The UK’s National Audit Office has noted that the tax authority HMRC is currently pursuing around a third of the UK’s wealthiest people for a total of around GBP 1.9 billion in underpaid tax. The National Audit Office (NAO) is a watchdog that reviews government spending. Their report notes that most of the HMRC enquiries are related to the legal interpretation of complex tax issues rather than to tax evasion.
HMRC has a specialist unit the looks at the tax affairs of high net worth individuals. The unit scrutinizes the tax position of around 6,500 of the wealthiest individuals in the UK, defined as those with assets totaling more than GBP 20 million.
The NAO report notes that HMRC assigns a customer relationship manager (CRM) to each high net worth individual. In practice this means working with the tax agent of the individual. Each of the forty CRMs has a team of staff and each team is responsible for around 160 of the wealthy taxpayers. The report notes that the use of CRMs for high net worth individuals is not common in other countries.
HMRC considers that high net worth individuals frequently have complex tax affairs and this gives them more opportunity to carry out tax planning than is the case for the average taxpayer in the UK. In 2015/16 the specialist unit managed to collect an extra GBP 416 million in tax from this group of people, in addition to the amount the individuals had originally paid in income tax, national insurance and capital gains tax on their income and gains for the year.
HMRC sees a need to demonstrate that the tax system is fair and that the widespread impression that wealthy people pay very little tax is incorrect. The NAO is in agreement that HMRC should have a specialist unit dedicated to scrutinizing the tax affairs of these wealthy people. The report called on HMRC to identify the most effective ways to collect the tax due from this group of individuals.
The report estimated that one in three of the wealthiest individuals were currently the subject of a formal enquiry and an average of four issues was being examined for each taxpayer. The enquiries often require a long period of time to complete and the estimated GBP 1.9 billion in tax that could be collected therefore relates to more than one tax year. The report notes that of the issues subject to enquiry six thousand have been open for more than eighteen months and of these four thousand have been open for more than three years. Of the total tax in dispute around GBP 1.1 billion or more than half the total relates to tax avoidance schemes.

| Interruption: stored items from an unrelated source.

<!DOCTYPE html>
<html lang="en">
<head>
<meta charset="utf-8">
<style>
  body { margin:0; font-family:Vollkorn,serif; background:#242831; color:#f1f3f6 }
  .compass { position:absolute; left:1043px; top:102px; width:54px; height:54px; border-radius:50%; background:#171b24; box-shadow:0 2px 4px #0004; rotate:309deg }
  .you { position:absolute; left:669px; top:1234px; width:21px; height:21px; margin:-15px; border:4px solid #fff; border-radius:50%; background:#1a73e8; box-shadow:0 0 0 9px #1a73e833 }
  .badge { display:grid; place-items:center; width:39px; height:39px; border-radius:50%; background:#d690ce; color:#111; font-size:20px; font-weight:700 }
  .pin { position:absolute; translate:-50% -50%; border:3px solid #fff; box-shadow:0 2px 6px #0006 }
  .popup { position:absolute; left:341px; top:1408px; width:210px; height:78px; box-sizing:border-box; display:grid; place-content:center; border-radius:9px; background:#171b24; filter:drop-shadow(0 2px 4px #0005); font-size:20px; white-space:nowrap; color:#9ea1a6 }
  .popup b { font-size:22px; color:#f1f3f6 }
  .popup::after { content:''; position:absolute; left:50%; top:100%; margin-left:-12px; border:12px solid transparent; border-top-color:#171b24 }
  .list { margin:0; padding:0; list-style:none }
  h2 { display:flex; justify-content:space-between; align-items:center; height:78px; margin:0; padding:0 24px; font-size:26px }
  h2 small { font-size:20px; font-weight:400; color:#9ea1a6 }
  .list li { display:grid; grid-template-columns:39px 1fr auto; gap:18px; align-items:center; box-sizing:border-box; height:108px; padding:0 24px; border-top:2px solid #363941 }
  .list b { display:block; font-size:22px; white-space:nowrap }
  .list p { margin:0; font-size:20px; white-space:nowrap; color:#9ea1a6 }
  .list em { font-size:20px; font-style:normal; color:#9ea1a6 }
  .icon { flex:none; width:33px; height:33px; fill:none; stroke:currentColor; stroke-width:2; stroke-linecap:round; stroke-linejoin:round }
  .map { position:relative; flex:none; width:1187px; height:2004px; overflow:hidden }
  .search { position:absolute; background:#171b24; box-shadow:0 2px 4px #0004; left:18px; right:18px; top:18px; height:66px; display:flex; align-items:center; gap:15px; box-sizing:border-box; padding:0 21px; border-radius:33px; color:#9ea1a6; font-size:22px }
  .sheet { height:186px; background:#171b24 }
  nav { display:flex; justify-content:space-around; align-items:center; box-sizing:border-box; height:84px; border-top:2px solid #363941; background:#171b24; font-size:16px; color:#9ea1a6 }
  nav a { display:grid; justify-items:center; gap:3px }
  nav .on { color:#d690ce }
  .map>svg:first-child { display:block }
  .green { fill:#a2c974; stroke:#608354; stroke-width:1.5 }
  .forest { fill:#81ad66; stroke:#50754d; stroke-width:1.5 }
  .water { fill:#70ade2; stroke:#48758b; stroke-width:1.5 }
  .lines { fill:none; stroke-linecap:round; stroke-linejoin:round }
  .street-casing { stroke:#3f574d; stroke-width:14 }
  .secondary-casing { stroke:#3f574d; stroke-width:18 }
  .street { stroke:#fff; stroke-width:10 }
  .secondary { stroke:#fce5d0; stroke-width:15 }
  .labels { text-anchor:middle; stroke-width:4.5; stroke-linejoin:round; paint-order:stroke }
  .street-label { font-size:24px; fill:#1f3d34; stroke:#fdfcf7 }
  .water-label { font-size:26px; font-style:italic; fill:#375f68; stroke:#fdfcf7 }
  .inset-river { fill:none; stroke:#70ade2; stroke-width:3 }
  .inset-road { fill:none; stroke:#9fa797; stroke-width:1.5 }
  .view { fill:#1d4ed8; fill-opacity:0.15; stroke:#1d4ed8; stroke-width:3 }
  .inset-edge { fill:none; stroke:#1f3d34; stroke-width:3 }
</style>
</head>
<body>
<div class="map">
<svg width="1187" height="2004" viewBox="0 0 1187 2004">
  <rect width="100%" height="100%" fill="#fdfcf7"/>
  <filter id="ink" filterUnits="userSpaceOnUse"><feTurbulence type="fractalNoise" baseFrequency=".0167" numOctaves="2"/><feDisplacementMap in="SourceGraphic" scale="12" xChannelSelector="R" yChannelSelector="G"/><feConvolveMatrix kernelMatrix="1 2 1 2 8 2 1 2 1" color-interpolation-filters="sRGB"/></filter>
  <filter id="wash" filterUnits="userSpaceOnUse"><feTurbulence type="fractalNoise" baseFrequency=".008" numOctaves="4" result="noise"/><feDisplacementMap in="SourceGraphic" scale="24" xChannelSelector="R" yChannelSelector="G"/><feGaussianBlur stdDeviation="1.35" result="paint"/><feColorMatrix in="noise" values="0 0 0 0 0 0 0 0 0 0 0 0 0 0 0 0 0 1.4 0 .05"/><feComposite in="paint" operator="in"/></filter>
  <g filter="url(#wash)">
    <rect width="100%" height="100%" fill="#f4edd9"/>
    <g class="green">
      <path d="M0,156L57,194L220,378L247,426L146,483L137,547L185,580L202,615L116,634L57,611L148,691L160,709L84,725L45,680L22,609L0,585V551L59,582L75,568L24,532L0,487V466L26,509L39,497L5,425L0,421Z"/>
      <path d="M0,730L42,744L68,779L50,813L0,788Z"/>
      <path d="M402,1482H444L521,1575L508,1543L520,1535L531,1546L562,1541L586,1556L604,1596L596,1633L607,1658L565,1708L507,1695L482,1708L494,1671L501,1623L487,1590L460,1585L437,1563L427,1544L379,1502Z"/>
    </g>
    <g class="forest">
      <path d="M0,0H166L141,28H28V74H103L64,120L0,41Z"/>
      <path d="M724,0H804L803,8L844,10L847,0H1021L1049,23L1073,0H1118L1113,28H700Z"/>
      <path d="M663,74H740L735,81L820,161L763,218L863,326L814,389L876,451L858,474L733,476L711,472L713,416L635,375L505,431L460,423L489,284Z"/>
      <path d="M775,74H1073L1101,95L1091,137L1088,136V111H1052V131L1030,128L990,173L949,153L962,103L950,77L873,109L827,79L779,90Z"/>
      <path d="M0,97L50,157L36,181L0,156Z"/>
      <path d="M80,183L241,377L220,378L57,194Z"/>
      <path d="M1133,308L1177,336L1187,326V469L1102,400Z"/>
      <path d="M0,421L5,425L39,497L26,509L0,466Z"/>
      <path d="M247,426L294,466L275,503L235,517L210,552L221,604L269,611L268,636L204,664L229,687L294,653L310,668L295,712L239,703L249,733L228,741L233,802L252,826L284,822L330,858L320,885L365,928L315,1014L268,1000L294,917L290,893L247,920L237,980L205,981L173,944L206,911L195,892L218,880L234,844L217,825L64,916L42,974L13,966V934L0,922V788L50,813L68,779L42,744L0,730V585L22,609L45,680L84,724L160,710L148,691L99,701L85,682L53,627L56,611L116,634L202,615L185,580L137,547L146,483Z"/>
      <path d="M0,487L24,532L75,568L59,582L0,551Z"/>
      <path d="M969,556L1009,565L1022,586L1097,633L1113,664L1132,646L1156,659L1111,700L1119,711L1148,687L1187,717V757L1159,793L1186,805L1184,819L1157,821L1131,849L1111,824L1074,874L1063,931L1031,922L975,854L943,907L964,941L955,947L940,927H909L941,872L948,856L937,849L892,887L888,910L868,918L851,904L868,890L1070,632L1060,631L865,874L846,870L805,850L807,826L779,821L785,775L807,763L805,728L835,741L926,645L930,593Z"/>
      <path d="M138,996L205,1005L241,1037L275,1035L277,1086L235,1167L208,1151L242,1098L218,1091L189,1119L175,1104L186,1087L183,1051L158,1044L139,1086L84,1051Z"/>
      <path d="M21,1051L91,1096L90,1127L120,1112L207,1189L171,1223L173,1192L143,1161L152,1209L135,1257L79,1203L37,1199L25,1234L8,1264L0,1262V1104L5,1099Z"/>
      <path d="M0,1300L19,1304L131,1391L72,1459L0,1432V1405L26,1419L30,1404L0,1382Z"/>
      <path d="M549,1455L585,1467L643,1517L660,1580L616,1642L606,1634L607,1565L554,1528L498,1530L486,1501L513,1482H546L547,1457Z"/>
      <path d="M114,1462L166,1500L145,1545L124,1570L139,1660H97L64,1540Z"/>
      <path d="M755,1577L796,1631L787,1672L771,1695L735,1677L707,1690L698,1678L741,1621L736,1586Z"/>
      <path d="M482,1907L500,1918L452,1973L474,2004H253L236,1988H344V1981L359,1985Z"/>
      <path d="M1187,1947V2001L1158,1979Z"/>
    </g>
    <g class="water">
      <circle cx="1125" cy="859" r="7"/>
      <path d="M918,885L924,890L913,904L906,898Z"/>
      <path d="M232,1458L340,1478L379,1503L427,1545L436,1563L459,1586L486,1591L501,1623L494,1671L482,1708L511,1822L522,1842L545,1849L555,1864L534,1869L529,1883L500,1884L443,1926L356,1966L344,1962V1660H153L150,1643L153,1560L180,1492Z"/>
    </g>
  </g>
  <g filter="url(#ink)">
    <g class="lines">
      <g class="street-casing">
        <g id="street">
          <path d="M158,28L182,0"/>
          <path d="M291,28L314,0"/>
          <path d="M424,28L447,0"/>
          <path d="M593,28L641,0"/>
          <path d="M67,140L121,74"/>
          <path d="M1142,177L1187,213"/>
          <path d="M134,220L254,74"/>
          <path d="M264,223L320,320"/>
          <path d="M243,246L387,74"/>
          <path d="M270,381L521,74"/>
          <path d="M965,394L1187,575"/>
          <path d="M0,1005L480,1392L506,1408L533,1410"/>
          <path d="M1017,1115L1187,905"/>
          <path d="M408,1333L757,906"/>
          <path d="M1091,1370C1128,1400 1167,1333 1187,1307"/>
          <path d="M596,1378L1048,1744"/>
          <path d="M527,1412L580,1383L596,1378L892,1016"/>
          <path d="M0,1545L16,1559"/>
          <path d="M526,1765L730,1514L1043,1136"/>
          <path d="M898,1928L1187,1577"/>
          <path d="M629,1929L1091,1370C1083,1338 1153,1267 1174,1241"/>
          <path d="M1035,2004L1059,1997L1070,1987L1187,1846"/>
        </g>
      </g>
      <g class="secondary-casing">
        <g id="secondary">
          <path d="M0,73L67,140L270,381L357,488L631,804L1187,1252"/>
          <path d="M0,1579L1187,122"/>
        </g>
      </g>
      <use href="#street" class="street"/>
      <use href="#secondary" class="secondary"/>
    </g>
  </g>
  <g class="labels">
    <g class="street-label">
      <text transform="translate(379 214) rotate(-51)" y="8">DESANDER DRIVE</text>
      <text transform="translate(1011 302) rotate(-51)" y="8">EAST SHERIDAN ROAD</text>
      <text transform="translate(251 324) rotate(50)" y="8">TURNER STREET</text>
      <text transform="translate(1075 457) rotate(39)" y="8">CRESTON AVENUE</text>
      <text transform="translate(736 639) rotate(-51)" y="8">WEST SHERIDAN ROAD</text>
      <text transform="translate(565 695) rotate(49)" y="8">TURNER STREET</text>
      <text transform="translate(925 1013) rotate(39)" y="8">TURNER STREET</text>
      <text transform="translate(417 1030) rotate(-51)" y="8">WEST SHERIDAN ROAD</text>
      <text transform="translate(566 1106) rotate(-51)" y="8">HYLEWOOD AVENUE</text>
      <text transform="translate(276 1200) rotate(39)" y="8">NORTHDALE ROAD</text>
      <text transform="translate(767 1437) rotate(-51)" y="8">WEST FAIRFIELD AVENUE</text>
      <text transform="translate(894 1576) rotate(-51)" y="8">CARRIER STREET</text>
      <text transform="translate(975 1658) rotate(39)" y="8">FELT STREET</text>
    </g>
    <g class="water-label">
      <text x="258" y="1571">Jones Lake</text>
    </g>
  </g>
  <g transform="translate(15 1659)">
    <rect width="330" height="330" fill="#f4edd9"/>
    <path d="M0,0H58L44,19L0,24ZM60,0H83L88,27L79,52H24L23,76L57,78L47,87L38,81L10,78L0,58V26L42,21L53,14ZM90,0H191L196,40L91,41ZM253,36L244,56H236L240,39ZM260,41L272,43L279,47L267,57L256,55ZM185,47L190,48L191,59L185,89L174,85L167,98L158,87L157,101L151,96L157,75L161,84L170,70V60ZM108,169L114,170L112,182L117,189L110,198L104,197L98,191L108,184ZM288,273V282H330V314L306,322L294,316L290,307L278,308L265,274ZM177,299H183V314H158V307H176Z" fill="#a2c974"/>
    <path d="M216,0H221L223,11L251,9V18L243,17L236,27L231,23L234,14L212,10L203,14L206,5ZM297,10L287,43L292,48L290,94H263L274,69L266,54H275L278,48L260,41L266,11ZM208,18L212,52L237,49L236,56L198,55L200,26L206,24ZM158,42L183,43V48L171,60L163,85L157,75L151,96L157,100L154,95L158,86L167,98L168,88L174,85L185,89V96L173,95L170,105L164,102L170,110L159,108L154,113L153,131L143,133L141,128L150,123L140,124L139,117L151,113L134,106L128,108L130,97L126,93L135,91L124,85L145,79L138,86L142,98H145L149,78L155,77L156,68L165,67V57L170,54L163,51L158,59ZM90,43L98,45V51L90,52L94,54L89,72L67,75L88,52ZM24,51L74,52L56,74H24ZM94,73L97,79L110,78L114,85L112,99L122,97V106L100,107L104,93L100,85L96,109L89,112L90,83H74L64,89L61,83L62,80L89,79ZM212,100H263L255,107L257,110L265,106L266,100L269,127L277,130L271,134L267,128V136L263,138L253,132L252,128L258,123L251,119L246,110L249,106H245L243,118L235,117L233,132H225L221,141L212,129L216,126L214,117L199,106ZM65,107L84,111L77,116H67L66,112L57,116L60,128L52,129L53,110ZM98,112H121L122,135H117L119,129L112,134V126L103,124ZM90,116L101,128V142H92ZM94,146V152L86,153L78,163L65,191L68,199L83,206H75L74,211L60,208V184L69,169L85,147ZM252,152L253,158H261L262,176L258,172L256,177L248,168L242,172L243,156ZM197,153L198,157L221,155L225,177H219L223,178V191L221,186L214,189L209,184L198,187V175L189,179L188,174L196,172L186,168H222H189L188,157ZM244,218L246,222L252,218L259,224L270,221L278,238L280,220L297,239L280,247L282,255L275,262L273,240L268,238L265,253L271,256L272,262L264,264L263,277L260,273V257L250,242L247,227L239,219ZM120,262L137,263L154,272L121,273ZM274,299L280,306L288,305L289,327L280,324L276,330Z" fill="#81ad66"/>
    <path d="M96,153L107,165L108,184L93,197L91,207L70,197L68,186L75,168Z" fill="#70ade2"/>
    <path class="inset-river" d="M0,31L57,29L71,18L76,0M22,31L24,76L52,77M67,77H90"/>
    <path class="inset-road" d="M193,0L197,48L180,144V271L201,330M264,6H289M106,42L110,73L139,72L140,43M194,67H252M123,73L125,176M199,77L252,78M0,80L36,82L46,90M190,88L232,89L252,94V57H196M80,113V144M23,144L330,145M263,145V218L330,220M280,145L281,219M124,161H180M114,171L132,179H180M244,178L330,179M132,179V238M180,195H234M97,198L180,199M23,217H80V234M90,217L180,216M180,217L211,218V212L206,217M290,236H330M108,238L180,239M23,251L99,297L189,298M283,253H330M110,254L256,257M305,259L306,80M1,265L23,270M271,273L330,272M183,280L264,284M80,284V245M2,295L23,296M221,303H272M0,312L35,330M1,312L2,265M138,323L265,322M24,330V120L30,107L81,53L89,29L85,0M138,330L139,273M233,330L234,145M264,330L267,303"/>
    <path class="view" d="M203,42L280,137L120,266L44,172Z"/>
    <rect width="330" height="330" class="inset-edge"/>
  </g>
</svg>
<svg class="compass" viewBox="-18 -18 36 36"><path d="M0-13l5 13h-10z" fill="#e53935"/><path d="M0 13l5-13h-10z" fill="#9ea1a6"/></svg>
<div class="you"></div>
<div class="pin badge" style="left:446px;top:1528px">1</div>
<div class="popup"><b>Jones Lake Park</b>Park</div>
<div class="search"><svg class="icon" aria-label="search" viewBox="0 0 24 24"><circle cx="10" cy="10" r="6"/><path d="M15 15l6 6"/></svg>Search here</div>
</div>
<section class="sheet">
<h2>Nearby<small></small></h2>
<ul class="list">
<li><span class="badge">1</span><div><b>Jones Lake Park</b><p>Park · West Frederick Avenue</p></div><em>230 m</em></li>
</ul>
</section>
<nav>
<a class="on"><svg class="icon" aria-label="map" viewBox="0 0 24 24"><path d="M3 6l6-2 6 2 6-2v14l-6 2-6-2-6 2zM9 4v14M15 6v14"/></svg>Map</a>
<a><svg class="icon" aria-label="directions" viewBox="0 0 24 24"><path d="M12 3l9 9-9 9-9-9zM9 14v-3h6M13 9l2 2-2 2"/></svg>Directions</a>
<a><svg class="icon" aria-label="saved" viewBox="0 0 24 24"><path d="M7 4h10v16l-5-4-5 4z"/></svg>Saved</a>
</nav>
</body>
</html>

The report by the NAO notes that HMRC gives priority to recovering tax where it identifies fraud and uses civil investigations to recover the tax in the majority of cases. Issues of tax evasion are unusual but where such a case arises there is normally a significant amount of tax involved. In the past five years 72 cases involving tax fraud by high net worth individuals have been investigated and completed and these have resulted in the collection of GBP 80 million in additional tax and penalties. Of these cases involving tax fraud two were subject to criminal investigation and there was one criminal conviction. Another ten high net worth individuals are currently subject to a criminal investigation.
HMRC has taken note of the leaked documents known as the Panama Papers containing information on the use of shell companies. Around forty potential cases involving high net worth individuals have been identified by HMRC from those documents and those cases are currently under investigation by the fraud investigation service and by staff in the high net worth unit.
The NAO report notes that the approach used by HMRC in the case of high net worth individuals has developed over time. The tax authority initially focused on building up a better understanding of the tax situation of high net worth individuals but it has now refined its approach and has focused increasingly on the highest risk taxpayers. The report suggests that HMRC should evaluate its approach and use the resulting analysis to increase the effectiveness of its work.